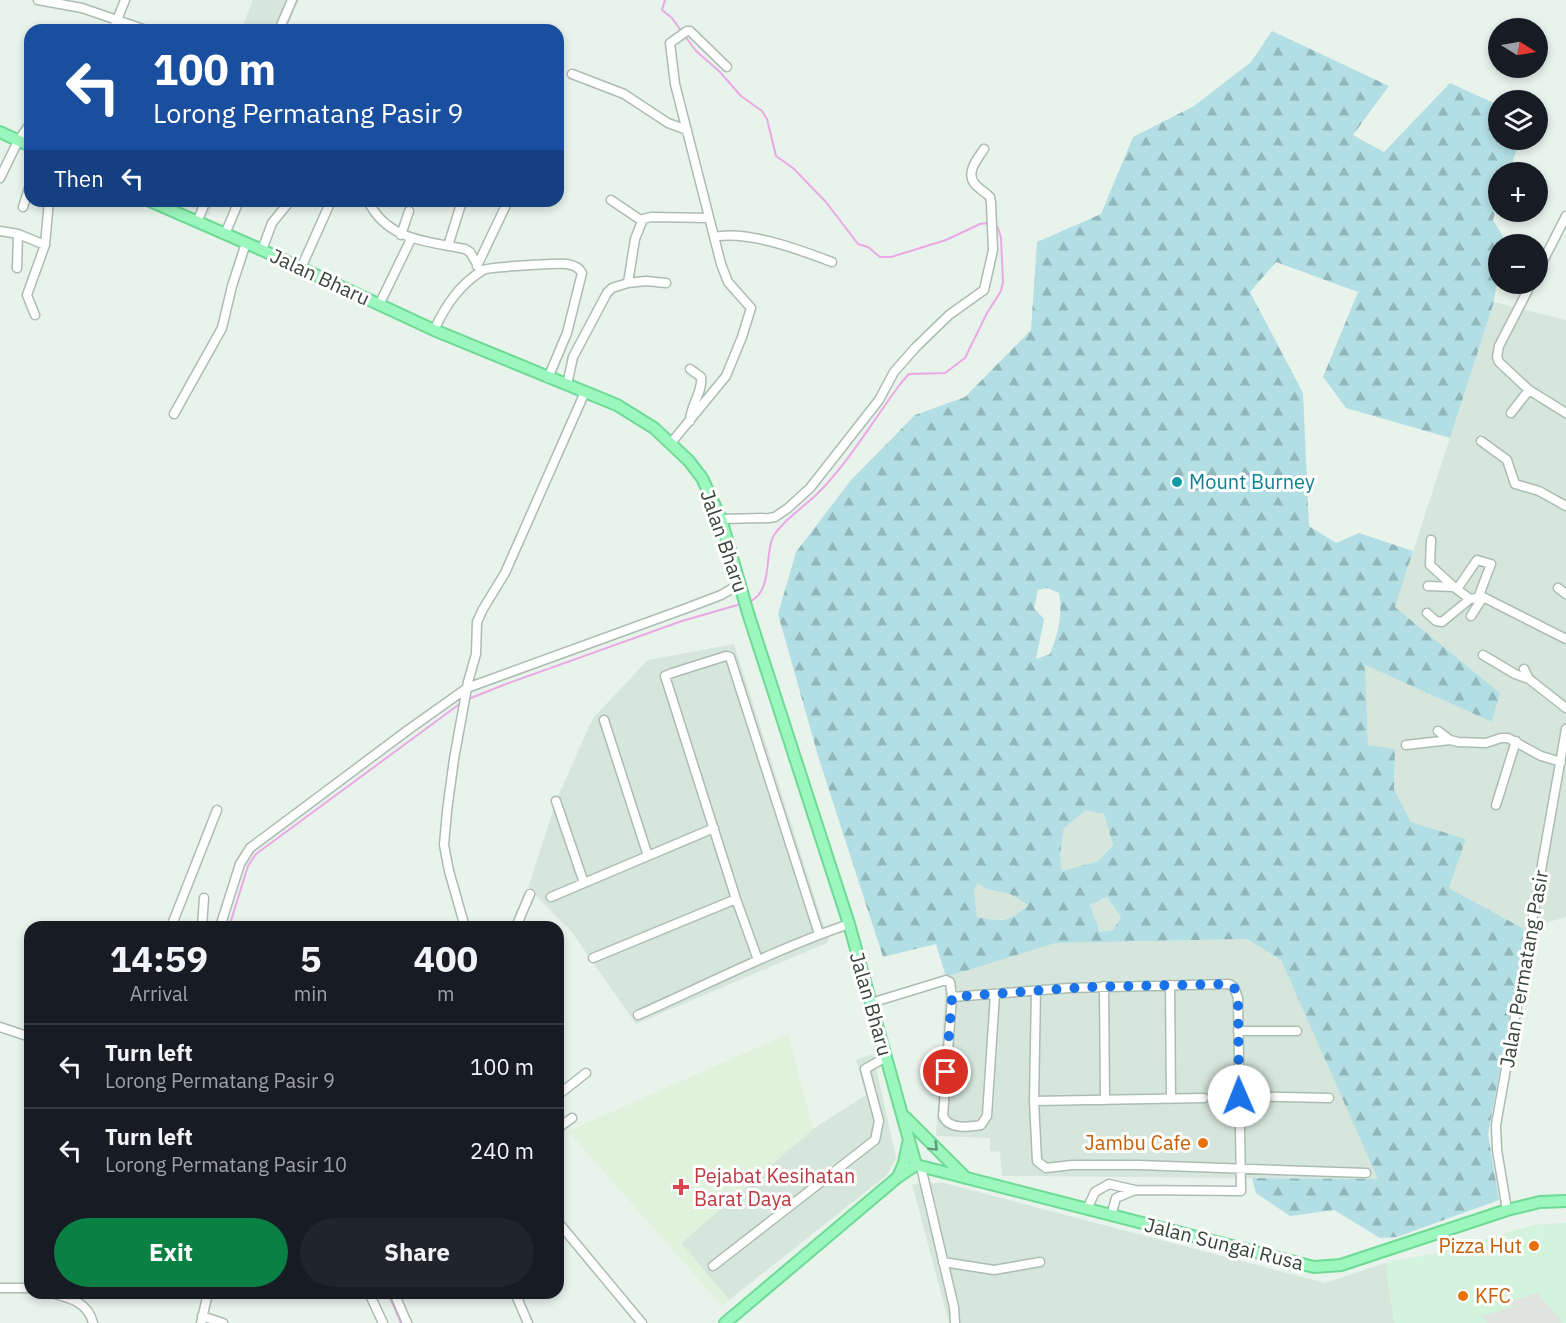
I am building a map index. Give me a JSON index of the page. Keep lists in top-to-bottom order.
··········
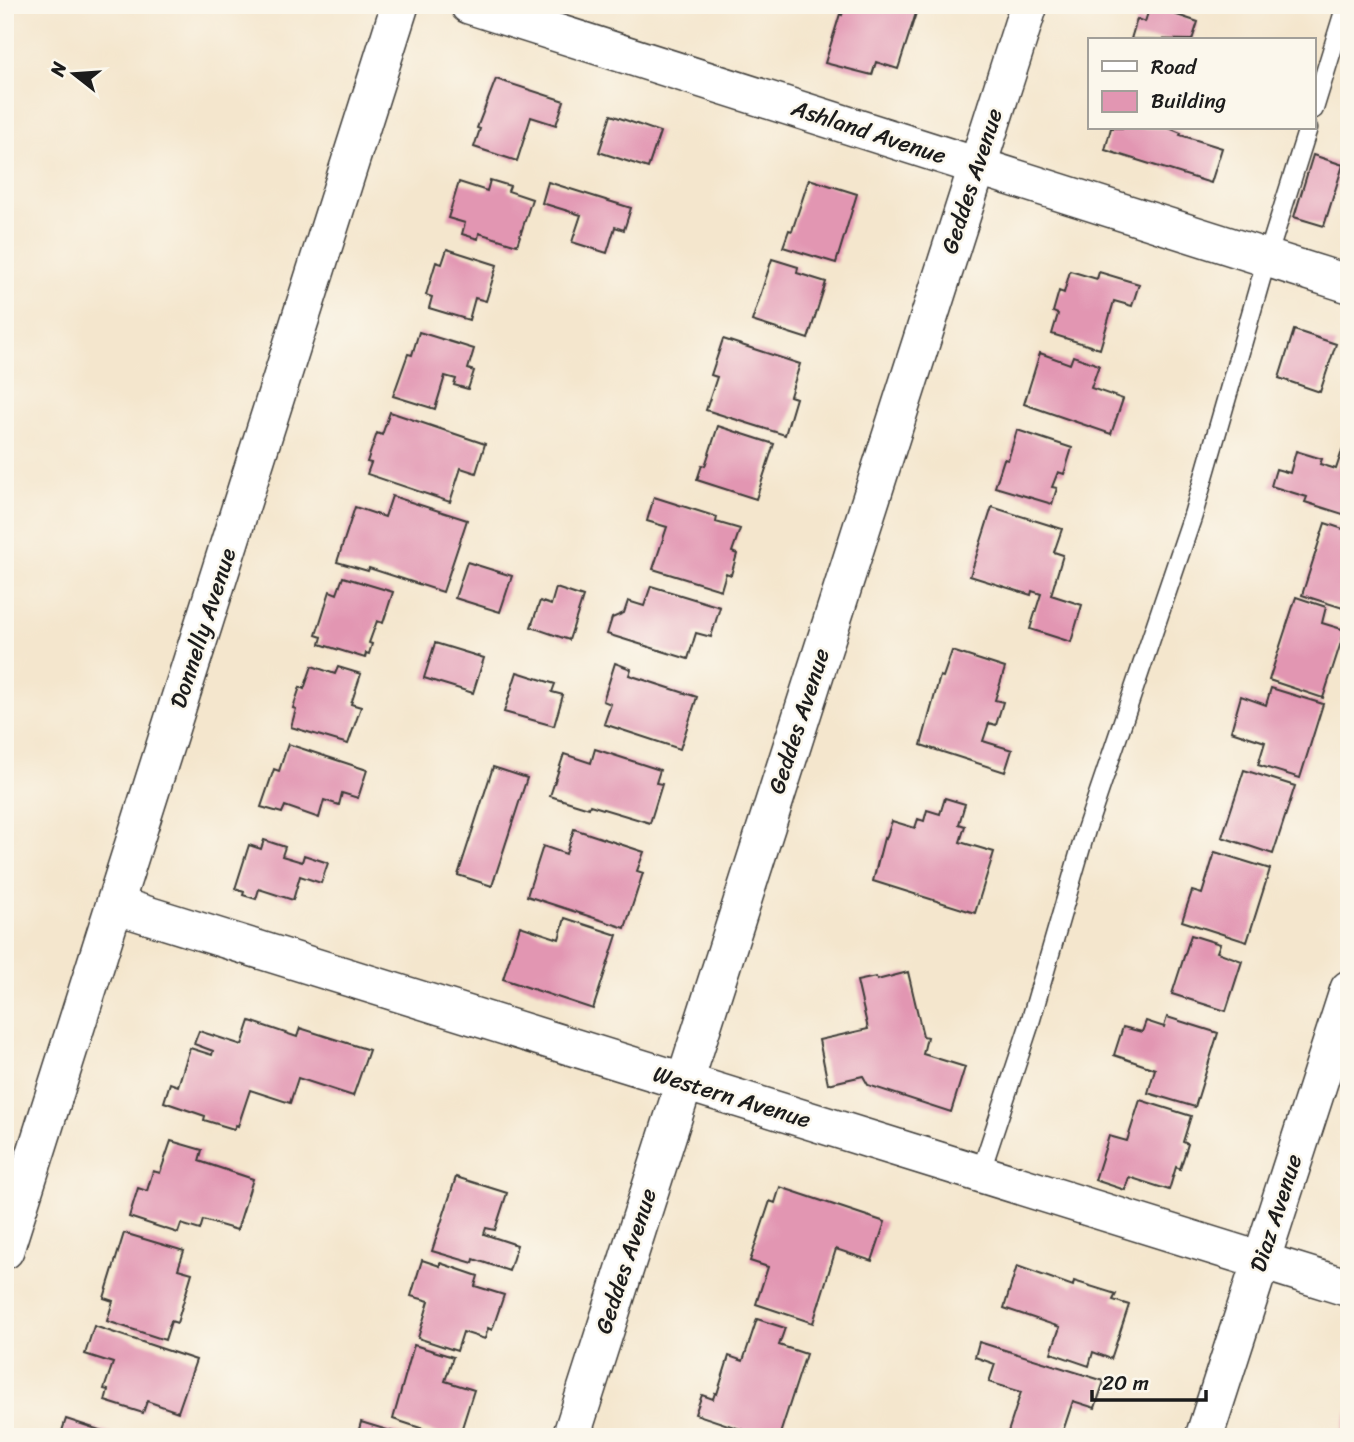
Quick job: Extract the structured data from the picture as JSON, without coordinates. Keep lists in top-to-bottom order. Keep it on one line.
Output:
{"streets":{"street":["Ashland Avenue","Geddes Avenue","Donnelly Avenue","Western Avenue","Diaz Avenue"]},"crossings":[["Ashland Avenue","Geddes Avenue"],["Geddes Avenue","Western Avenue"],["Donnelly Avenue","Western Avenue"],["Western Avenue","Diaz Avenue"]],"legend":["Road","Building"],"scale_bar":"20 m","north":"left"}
··········
**WORK ITEM:** List every line in the records above that contains the word "Keep".

**SOLUTION FOR THIS PROBLEM:**
I am building a map index. Give me a JSON index of the page. Keep lists in top-to-bottom order.
Quick job: Extract the structured data from the picture as JSON, without coordinates. Keep lists in top-to-bottom order. Keep it on one line.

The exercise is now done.